There may be only 3.5 million devices sold to the consumers until Q1/2012 during the WP lifetime (Google: "Microsoft Has Only Sold 3.5 Million Windows Phones To Date"). For example Samsung sells more Bada devices in a quarter and Google activates the same amount of Android devices in a week. This may be true if you look at the number of the Facebook application users. It has only 2 million users and the amount has increased very slowly according to the WMPowerUser stats. And these stats consists the whole Windows Phone platform, not only Nokia Lumias.
Nokia did bet on the dead horse.
Posted by: Otto | June 14, 2012 at 02:19 PM
There is a way to get rid of that agreement. Split the company into pieces and keep Nokia Corp as pure Windows smartphone entity. Microsoft then needs to make a call if they want to keep it alive (=buy it for a premium). Refocus feature phone newco to Android / Mediatek and spin it off with capital injection from PE or from public offering. Sell Maps/Navteq separately. Sell patents separately (except the once you need to protect feature phone biz). Then you could build a competitive Android/Mediatek biz based on feature phone team. Huawei and ZTE would be happy to buy it.
I am really starting to believe best thing here is to split Nokia and sell the assets to the highest bidder. Much better than waiting for cash to dry out in a desperate push to compete in WP market against Samsung which will subsidize its WP offering with huge Android profits.
Posted by: Split Nokia | June 14, 2012 at 02:32 PM
NYSE just opened, instant 13% share price drop! Reminds of the fateful Feb'11... Sad...

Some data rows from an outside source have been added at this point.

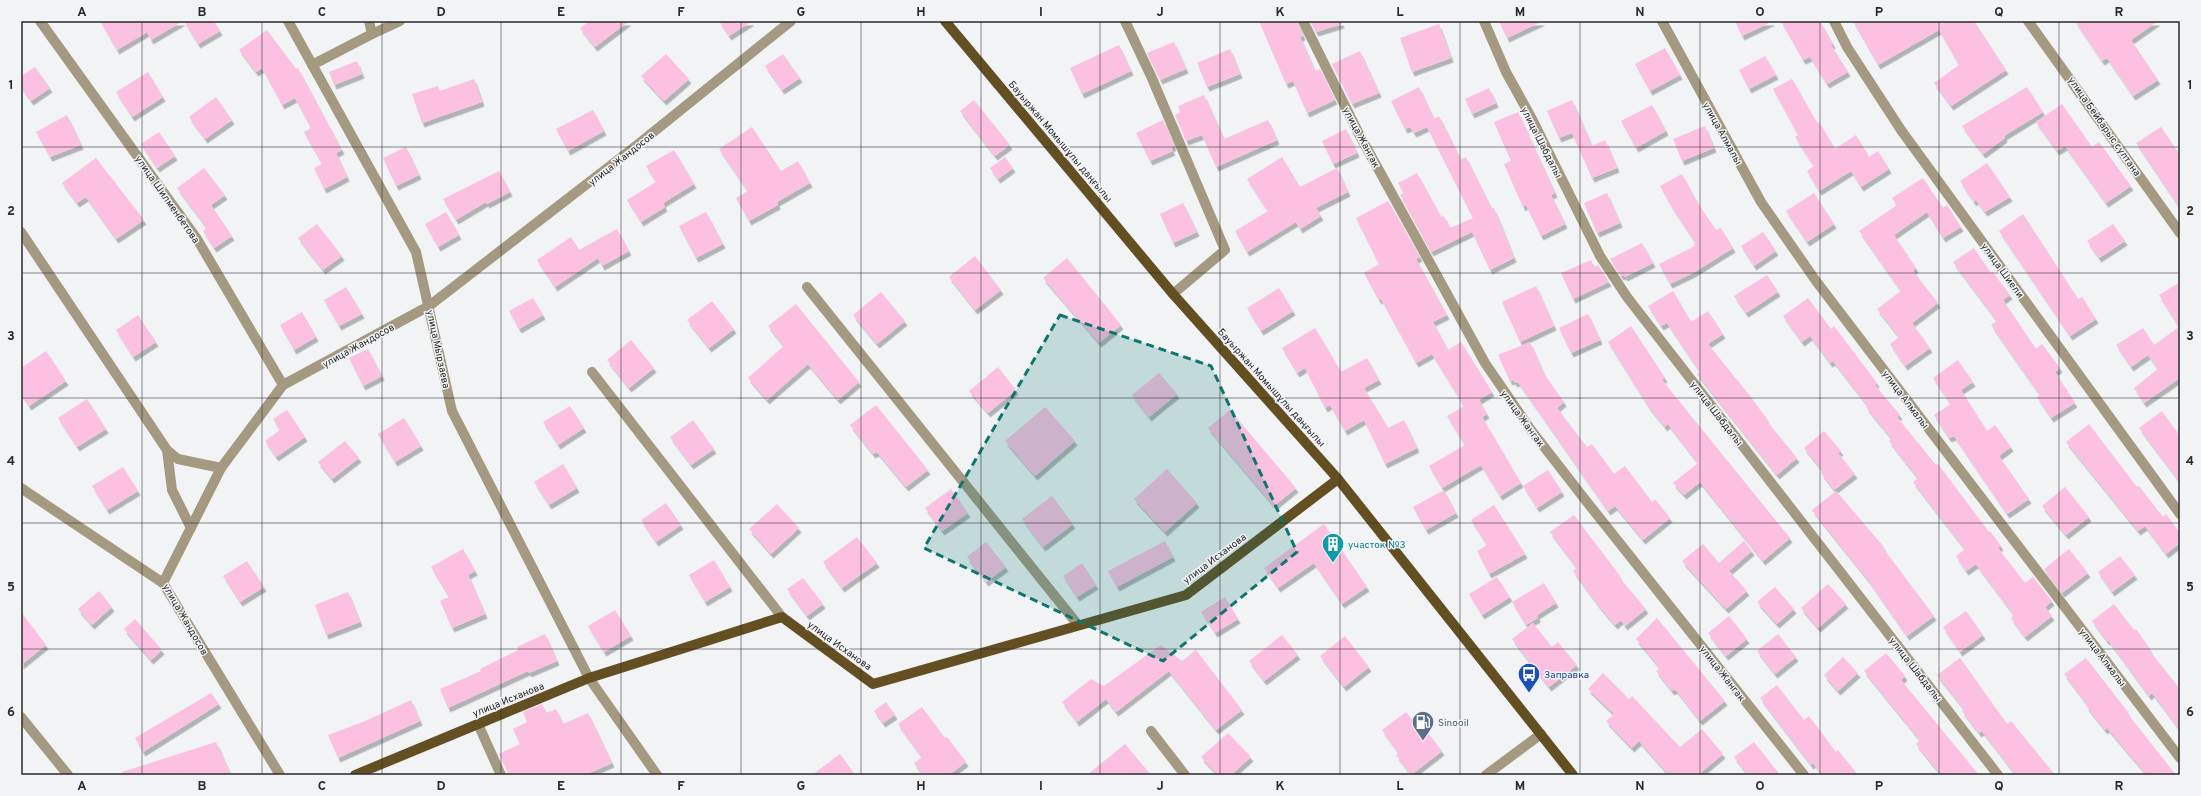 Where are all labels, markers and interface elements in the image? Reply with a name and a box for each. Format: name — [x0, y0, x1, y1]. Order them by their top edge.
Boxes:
text: A — [77, 5, 87, 21]
text: B — [198, 5, 207, 21]
text: C — [318, 5, 326, 21]
text: D — [436, 5, 446, 21]
text: E — [557, 5, 565, 21]
text: F — [677, 5, 685, 21]
text: G — [797, 5, 806, 21]
text: H — [916, 5, 926, 21]
text: I — [1039, 5, 1043, 21]
text: J — [1156, 5, 1164, 21]
text: K — [1275, 5, 1285, 21]
text: L — [1396, 5, 1404, 21]
text: M — [1515, 5, 1525, 21]
text: N — [1635, 5, 1645, 21]
text: O — [1755, 5, 1765, 21]
text: P — [1875, 5, 1884, 21]
text: Q — [1994, 5, 2004, 21]
text: R — [2115, 5, 2124, 21]
street label: улица Бейбарыс султана — [2064, 75, 2143, 179]
text: 1 — [8, 78, 14, 94]
street label: Бауыржан Момышұлы даңғылы — [1005, 78, 1115, 206]
text: 1 — [2187, 78, 2193, 94]
street label: улица Алмалы — [1699, 100, 1744, 167]
street label: улица Жангак — [1339, 105, 1382, 171]
street label: улица Шабдалы — [1517, 105, 1564, 181]
street label: улица Жандосов — [586, 129, 658, 189]
street label: улица Шилменбетова — [132, 153, 202, 246]
text: 2 — [7, 204, 15, 220]
text: 2 — [2186, 204, 2194, 220]
street label: улица Шиели — [1977, 241, 2026, 301]
street label: улица Мырзаева — [423, 309, 452, 390]
street label: улица Жандосов — [320, 321, 397, 371]
street label: Бауыржан Момышұлы даңғылы — [1214, 326, 1328, 450]
text: 3 — [7, 329, 15, 345]
text: 3 — [2186, 329, 2194, 345]
street label: улица Алмалы — [1879, 368, 1931, 432]
street label: улица Шабдалы — [1687, 379, 1745, 449]
street label: улица Жангак — [1497, 388, 1547, 450]
text: 4 — [7, 454, 15, 470]
text: 4 — [2186, 454, 2194, 470]
street label: улица Исханова — [1181, 531, 1249, 587]
building icon: участок №3 — [1320, 531, 1346, 564]
place label: участок №3 — [1348, 539, 1406, 552]
text: 5 — [7, 580, 15, 596]
text: 5 — [2186, 580, 2194, 596]
street label: улица Жандосов — [159, 582, 210, 658]
street label: улица Исханова — [804, 619, 874, 674]
street label: улица Алмалы — [2076, 626, 2128, 690]
street label: улица Шабдалы — [1886, 635, 1944, 705]
street label: улица Жангак — [1696, 643, 1748, 705]
bus stop icon: Заправка — [1516, 661, 1542, 694]
place label: Заправка — [1544, 669, 1589, 682]
street label: улица Исханова — [471, 680, 546, 721]
text: 6 — [7, 705, 15, 721]
text: 6 — [2186, 705, 2194, 721]
fuel station icon: Sinooil — [1410, 709, 1436, 742]
place label: Sinooil — [1438, 717, 1469, 730]
text: A — [77, 779, 87, 795]
text: B — [198, 779, 207, 795]
text: C — [318, 779, 326, 795]
text: D — [436, 779, 446, 795]
text: E — [557, 779, 565, 795]
text: F — [677, 779, 685, 795]
text: G — [797, 779, 806, 795]
text: H — [916, 779, 926, 795]
text: I — [1039, 779, 1043, 795]
text: J — [1156, 779, 1164, 795]
text: K — [1275, 779, 1285, 795]
text: L — [1396, 779, 1404, 795]
text: M — [1515, 779, 1525, 795]
text: N — [1635, 779, 1645, 795]
text: O — [1755, 779, 1765, 795]
text: P — [1875, 779, 1884, 795]
text: Q — [1994, 779, 2004, 795]
text: R — [2115, 779, 2124, 795]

Posted by: incognito | June 14, 2012 at 02:35 PM
the fools!!! Royal Dutch Shell should definitely fire Jorma Olila as chairman of board-- before he shows his incompetence there also-- and finds a way to sell out to microsoft.
also, Finnish parliament should put stronger corporate governance laws in place-- I wish some political party takes this as a election promise to prevent another Elop from destroying Finnish industry.

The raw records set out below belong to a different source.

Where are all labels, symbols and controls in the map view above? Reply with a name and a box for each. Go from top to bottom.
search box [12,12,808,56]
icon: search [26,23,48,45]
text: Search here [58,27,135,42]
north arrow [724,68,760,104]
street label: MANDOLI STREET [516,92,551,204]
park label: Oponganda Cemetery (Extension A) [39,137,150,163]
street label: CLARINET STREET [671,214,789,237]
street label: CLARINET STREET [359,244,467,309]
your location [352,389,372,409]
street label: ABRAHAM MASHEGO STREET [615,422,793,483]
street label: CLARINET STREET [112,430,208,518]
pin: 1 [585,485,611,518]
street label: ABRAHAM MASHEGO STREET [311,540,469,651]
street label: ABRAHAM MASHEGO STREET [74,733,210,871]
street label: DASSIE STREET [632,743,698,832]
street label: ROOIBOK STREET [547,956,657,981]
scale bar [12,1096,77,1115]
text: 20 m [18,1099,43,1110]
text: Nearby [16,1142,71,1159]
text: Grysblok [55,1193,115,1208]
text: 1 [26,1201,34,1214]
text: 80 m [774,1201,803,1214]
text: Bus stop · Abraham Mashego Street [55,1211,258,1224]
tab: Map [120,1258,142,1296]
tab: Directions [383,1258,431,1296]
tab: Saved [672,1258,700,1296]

Posted by: LocalGuy | June 14, 2012 at 02:53 PM
I really don't understand why Nokia would have allowed Elop to strike such a deal? Microsoft was the company in DESPERATE need of help, not Nokia. Nokia should have called all the shots - no contract, rather an agreement that Nokia would develop SOME windows phones. Ability for Nokia to work on other OS's. Essentially, Nokia should have been the ones calling the shots!
Posted by: Dared | June 14, 2012 at 02:58 PM
-17,5% http://www.nasdaqomxnordic.com/shares/shareinformation?languageId=1&Instrument=HEX24311 :-(
Nokia is willing to sell patents: http://www.4-traders.com/NOKIA-OYJ-1412498/news/Nokia-Prepared-to-Sell-Patents-if-Price-Right-14370288/
Is the Q2 situation so bad?
Posted by: zlutor | June 14, 2012 at 03:11 PM
Tomi is again quick to jump to conclusions with nought point something data points, but this time he did get one thing right: it is a sad, sad day.
Posted by: Dopey | June 14, 2012 at 03:25 PM
@Dared
> I really don't understand why Nokia would have allowed Elop to strike such a deal?
I think it's about investmentfonds that put lots of money into Microsoft and Nokia. The idea was to make WP a success using Nokia and maximize profit. Somehow those investmentfonds where able to influence the decisions-making processes in Nokia.
Posted by: Spawn | June 14, 2012 at 04:14 PM
Is there a death penalty in Finland?